▶ _What this task involves_: Locate all lines in the data below that hold "they" and show them.

▶ _Stored data_:
**********

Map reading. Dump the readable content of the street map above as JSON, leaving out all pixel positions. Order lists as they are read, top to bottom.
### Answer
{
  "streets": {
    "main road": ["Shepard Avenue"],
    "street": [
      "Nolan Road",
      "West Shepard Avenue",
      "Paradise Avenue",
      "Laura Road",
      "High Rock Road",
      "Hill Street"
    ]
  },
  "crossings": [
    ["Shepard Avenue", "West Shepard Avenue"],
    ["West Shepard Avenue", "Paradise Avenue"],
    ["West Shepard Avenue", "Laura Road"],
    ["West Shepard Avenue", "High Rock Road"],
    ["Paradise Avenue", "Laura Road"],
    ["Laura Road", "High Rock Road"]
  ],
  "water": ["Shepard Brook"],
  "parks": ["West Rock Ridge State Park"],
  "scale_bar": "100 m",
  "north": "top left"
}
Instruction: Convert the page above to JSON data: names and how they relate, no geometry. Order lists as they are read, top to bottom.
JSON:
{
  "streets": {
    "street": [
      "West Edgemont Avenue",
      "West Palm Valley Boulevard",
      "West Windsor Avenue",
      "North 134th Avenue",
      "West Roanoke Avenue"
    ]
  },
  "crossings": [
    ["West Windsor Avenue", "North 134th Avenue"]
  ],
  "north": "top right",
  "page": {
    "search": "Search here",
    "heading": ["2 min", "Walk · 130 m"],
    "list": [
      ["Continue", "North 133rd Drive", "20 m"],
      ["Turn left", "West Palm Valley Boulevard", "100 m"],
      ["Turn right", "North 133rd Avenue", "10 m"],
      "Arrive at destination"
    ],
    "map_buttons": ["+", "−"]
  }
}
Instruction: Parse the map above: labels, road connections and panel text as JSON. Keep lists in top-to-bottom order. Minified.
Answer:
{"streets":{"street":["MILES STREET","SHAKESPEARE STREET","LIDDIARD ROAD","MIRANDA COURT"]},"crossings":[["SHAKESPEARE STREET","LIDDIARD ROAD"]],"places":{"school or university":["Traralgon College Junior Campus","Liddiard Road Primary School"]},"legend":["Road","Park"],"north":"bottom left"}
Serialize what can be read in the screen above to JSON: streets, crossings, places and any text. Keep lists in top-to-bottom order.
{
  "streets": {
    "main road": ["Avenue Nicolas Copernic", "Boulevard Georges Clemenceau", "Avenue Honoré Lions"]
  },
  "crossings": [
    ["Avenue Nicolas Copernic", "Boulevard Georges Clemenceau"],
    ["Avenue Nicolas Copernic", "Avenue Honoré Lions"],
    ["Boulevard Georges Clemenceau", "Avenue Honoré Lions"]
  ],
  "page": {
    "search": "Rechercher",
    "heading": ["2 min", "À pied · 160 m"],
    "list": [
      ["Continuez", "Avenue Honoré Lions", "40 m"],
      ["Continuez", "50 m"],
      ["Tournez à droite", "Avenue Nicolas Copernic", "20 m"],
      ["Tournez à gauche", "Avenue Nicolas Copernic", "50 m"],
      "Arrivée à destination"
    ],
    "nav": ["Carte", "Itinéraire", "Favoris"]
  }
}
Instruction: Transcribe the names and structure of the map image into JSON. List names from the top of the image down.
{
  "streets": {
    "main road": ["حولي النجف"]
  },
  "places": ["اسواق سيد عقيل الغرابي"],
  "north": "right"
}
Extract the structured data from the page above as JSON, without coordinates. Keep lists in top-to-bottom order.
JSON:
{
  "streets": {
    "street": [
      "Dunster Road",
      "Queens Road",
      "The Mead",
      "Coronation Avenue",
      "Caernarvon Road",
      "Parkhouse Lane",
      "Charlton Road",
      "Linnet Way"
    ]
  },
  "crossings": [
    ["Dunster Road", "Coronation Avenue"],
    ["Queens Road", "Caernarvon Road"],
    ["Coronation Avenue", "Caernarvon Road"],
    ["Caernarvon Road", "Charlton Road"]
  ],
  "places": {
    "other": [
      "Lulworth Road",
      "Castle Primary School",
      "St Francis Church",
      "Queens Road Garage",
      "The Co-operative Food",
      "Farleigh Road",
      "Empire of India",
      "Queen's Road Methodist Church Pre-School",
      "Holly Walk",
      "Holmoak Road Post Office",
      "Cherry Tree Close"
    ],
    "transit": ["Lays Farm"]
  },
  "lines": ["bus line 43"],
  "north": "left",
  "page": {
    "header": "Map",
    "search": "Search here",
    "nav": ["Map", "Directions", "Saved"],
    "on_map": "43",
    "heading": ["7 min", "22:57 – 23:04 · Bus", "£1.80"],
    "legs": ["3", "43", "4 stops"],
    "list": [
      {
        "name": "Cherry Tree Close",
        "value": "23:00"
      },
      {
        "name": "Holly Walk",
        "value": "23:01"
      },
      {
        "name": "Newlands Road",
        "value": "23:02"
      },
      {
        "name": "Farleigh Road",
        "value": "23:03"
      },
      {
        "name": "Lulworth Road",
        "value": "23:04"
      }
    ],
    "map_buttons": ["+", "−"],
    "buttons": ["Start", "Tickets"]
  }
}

**********

▶ _Reply to the task_:
Map reading. Dump the readable content of the street map above as JSON, leaving out all pixel positions. Order lists as they are read, top to bottom.
Instruction: Convert the page above to JSON data: names and how they relate, no geometry. Order lists as they are read, top to bottom.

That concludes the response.